This bug had been in the code from the start. Aggregate PSNR and SSIM did not force the issue because the corruption was concentrated in specific frames of specific files, and per-frame averaging hid it.

2. Subframe lossy used the wrong canvas state

The O3 optimization pass crops each frame down to the bounding box of changed pixels. The lossy compression pass, which runs after, was applying its perceptual threshold to the cropped subframe as if it were a full-canvas frame. So lossy was making decisions based on the wrong reference, and on Keep/None disposal frames it was corrupting them.
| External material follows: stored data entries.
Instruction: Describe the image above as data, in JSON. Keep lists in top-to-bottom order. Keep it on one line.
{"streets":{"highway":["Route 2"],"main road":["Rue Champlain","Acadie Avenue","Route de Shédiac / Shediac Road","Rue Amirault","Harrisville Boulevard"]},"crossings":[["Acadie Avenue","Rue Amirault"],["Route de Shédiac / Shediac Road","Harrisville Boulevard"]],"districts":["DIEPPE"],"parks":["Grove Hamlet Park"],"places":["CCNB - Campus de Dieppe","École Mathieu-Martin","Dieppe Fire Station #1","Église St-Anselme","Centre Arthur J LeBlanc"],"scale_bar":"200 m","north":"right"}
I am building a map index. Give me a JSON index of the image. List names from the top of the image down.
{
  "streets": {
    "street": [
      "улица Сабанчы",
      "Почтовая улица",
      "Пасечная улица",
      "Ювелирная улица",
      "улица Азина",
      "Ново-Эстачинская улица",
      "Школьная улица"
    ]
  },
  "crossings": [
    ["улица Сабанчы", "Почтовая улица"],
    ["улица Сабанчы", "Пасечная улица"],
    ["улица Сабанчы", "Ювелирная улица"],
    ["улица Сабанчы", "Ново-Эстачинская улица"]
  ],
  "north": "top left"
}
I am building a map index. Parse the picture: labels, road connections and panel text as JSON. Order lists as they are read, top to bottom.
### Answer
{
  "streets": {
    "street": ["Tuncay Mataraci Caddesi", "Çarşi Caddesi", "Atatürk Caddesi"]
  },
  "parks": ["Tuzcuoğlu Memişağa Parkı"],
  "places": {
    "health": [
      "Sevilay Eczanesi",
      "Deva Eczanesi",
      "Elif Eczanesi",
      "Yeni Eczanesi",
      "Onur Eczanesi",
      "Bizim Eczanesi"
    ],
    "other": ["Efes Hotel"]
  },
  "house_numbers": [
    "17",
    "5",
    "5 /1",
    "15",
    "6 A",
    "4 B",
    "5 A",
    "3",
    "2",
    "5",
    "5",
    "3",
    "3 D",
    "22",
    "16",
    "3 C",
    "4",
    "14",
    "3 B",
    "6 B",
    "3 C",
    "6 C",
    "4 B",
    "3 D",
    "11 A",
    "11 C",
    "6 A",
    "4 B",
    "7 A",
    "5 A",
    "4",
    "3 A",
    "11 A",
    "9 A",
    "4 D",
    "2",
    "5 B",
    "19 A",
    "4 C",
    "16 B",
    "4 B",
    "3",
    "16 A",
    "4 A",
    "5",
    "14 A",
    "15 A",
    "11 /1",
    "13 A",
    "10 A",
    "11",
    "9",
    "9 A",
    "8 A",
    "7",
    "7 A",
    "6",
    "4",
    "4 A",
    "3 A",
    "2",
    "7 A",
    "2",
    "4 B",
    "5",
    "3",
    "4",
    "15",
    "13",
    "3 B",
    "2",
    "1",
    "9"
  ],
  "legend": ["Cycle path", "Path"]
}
Fix: composite the subframe back onto the full canvas in the proper reference state before measuring. Standalone fix, but combined with the disposal fix it took the holdout worst-case BA from 241 down to 40 (default profile) and 3.59 (tuned profile).

3. Lossy was hidden inside optimize()

This is the embarrassing one. My optimize() pass had grown a perceptual threshold parameter, meaning “structural optimization” was actually doing lossy compression depending on how it was called. That made the API a lie and made the experiments unreproducible. If you ran the same optimize level twice with different lossy settings, you couldn’t actually tell whether the structural pass was running.

Fix was to set the structural threshold to 0 (lossless only) and move all perceptual thresholding into a separate, explicit lossy() call. No metric improvement, but every experiment after that point was honest.

4. Quality measurement silently masked failures

When the quality measurement code hit an invalid state (bad buffer size, disposal frame without proper reference state, etc.), it was returning a fallback “perfect” score instead of an error. So files that were actually broken were getting recorded as PSNR = inf, SSIM = 1.0 and dragging the averages up.

Fix: return errors. This made my old aggregate numbers look slightly worse, but it also meant I could trust them.

What the corrected default looks like

Once those four fixes landed, I reran the full holdout. Same pipeline, same profiles, but with the disposal/subframe/measurement bugs fixed:

Profile	Before BA	After BA	Worst BA Before	Worst BA After
`rusticle_default`	13.09	3.85	241.30	40.48
`rusticle_tuned_global`	9.22	0.46	241.30	3.59

The tuned profile still scored better on Butteraugli, but it paid for that with size/runtime tradeoffs that made it a bad default. The important change was the collapse of the disposal/subframe corruption tail. Most of the apparent “tuning gain” from the earlier sweep was the tuned config avoiding damage from bugs underneath the tuning surface.

The default holdout still had one elevated tail case (~40 BA). That was not a disposal/subframe corruption bug. It pointed at a separate representation/quantization problem, which the Voyager study below isolates more cleanly.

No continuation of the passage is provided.